Aol. is still around folks. Back in June I heard CEO Tim Armstrong speak at the Interactive Advertising Bureau’s content focused Innovation Days event. He was passionate about Aol. as a comeback story and was intent on focusing on how it would be generating a lot of custom content from real journalists. Honestly, I am not sure where that is at some 1 ½ months down the road but I’m sure Aol. will let us know of there is any success.
For now, though, there is a need to get their future search partners in order since the current $700 million a year deal with Google is set to expire in December. It appears as if Armstrong is looking to get creative which could mean more than one search partner for the company.
“Search is heating up from a multi-partner space—we are not talking to two companies,” said Armstrong while speaking at Fortune’s Brainstorm Tech conference.
As he embarks on a turnaround that has yet to manifest, Armstrong is thinking long into the future. “What you do today is probably going to have a seven-year outcome,” he explained. When a new search deal is announced later in the year, AOL-watchers may not see Google, which currently supplies a large percentage of the company’s revenue, as its only partner.
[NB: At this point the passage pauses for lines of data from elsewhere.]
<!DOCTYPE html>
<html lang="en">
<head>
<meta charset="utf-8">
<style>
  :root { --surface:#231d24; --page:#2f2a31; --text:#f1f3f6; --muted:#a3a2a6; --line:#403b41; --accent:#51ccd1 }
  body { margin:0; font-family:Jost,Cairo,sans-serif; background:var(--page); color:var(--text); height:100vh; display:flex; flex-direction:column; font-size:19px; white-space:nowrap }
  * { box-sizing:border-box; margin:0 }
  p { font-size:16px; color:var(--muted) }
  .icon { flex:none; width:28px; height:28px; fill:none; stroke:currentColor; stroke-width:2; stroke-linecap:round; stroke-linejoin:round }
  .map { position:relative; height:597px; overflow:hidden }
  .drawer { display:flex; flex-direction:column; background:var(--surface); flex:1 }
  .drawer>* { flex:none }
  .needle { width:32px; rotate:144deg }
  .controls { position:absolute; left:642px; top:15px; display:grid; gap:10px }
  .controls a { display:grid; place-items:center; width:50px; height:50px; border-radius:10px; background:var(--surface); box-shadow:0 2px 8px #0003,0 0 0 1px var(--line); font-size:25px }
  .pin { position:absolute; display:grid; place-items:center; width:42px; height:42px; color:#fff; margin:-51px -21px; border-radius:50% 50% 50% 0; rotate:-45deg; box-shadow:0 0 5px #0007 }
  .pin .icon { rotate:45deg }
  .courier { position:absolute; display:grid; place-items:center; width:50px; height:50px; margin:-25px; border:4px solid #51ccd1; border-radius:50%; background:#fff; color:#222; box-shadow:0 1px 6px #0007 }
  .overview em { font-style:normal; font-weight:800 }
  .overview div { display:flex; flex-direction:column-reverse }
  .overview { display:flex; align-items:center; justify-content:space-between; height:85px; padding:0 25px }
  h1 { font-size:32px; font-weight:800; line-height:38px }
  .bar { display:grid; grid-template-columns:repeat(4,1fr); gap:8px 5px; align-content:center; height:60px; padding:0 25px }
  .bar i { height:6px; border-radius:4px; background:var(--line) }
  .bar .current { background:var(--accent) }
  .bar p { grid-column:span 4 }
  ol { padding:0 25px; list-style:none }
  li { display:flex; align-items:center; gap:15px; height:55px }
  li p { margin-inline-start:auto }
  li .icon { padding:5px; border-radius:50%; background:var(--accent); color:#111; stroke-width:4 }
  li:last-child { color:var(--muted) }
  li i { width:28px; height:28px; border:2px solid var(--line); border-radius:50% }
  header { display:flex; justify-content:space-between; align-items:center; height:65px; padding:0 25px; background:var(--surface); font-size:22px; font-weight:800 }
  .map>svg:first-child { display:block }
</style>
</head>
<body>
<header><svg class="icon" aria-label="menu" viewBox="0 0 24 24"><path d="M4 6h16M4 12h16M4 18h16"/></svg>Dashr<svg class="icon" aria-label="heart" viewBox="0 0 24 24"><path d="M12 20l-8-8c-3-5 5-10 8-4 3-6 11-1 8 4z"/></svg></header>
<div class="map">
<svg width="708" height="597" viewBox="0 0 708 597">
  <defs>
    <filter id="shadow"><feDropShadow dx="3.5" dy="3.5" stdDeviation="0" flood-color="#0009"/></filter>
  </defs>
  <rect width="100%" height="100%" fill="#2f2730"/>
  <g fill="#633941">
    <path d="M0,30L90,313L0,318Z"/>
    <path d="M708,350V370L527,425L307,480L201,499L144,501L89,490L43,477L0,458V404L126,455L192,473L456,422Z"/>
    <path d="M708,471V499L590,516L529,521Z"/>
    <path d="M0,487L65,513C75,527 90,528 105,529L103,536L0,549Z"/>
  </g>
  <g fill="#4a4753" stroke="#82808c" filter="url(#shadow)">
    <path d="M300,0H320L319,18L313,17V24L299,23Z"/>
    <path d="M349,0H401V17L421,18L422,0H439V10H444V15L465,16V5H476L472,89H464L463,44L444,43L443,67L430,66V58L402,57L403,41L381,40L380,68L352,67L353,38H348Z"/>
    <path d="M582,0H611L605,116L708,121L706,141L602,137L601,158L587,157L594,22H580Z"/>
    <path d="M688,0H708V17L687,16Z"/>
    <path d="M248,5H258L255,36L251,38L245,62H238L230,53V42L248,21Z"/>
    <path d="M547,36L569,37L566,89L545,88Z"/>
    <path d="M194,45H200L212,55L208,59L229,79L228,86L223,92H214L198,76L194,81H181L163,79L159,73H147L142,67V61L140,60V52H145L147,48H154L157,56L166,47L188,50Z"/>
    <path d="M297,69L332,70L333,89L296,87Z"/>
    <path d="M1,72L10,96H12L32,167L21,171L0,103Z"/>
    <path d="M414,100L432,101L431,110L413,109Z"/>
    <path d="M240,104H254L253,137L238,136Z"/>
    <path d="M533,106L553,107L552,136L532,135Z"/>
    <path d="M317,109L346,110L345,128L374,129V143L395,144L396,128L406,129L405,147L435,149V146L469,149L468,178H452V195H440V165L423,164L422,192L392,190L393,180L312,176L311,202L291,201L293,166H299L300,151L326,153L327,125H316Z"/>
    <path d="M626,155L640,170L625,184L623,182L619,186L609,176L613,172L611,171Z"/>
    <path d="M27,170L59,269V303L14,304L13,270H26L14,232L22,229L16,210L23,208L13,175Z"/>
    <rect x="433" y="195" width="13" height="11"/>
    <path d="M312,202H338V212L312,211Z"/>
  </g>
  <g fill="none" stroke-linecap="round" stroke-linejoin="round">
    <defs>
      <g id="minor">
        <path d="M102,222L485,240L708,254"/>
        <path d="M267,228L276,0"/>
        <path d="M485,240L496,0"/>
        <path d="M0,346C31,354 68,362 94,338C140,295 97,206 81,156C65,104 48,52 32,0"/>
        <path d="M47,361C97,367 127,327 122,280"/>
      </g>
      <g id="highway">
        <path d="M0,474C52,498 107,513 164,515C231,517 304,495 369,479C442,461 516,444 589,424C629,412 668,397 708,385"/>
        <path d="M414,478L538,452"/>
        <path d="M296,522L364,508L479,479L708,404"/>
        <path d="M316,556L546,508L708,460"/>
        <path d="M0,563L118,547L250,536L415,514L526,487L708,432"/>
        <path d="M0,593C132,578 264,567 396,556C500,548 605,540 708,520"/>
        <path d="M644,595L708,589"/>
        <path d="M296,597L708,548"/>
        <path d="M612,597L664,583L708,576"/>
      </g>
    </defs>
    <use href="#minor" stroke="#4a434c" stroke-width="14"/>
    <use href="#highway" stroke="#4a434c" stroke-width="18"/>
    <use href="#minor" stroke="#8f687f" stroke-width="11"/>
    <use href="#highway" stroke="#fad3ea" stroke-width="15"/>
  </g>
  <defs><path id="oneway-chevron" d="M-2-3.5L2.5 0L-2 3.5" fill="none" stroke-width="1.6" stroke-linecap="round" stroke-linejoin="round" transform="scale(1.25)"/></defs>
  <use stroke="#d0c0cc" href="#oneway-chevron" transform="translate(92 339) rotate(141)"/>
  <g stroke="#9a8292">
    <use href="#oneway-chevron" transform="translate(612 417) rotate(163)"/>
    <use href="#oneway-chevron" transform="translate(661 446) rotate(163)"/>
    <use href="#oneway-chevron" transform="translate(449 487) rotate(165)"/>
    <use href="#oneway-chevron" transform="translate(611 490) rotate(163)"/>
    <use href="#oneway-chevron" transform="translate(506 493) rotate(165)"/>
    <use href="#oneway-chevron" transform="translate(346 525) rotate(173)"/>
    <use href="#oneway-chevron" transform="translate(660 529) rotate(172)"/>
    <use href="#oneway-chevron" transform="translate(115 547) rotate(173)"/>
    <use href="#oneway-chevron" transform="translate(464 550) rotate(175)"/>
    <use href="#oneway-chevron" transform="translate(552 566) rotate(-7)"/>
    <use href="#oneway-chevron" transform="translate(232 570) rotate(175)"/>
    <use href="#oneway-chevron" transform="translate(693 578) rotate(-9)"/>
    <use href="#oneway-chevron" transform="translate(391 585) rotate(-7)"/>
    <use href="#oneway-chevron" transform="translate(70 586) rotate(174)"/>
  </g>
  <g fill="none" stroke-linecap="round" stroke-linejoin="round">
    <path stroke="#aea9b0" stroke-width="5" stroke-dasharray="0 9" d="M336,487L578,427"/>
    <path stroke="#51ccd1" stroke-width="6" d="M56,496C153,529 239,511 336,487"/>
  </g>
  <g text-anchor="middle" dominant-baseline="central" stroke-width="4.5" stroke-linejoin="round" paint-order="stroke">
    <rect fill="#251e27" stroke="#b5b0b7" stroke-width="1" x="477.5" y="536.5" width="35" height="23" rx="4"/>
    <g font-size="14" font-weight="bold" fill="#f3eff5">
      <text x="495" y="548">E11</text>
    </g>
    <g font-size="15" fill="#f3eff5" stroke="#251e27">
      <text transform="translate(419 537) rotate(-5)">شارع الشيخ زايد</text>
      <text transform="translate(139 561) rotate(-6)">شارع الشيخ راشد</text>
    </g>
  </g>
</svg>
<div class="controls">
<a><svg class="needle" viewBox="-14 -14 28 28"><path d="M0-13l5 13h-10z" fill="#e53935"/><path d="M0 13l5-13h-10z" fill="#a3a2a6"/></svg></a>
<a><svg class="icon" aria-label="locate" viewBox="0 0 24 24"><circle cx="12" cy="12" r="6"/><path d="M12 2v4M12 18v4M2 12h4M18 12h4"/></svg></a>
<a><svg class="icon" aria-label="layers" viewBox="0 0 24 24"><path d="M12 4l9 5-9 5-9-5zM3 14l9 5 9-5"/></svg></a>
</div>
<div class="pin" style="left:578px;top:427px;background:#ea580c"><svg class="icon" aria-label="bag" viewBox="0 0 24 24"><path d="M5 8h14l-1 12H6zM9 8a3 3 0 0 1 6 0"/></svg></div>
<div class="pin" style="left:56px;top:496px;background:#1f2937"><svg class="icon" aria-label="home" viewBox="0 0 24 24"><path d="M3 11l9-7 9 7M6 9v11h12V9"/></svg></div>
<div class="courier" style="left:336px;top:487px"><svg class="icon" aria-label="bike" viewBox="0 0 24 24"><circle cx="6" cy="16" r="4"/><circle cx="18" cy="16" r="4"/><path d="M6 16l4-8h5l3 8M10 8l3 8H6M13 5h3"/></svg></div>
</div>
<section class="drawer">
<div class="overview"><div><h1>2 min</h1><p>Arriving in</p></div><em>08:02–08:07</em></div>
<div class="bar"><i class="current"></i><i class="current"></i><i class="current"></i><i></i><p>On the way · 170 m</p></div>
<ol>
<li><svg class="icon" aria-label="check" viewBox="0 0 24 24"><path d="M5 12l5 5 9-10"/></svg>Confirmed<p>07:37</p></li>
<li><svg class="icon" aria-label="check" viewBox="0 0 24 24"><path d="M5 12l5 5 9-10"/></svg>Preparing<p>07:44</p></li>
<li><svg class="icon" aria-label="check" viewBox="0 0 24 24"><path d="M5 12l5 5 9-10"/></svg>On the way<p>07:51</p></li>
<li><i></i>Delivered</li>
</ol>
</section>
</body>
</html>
Wow, Armstrong is certainly breaking the Internet mold by talking about seven-year outcomes. If something isn’t happening in seven weeks there will be more than a few folks getting antsy and wondering if Aol. is going to pull itself out of the Internet ditch or not.
Since Aol. is really banking on advertising that will be placed around their ‘in-house’ content production the conversation seems to always come around to Aol.’s technique in this area. Their SEED methodology which is usually bunched in with Yahoo’s Associated Content and Demand Media is another mass content production process from ‘writers’ that can submit material. It’s the editorial oversight of this material that has people worried that the Internet will be cluttered with keyword triggered ‘stories’ that may have little to do with accuracy or dependability.
It makes sense that if this technique were to drive more traffic to Aol. sites that a strong search partner or partners should be in place. Considering the cost of having Google do this in the past, Aol. is likely looking for some cost savings to try to see if any money will move to the bottom line in the near future.
Regardless of who ends up being Aol.’s search buddy, what are YOUR feelings about Aol. and it’s chances for the future? Is there any gas left in the Aol. tank or will the effort needed to ‘right the ship’ be for naught?
Feel free to give us your Aol. turnaround strategy. Maybe Tim Armstrong is looking for some user generated content in that area too.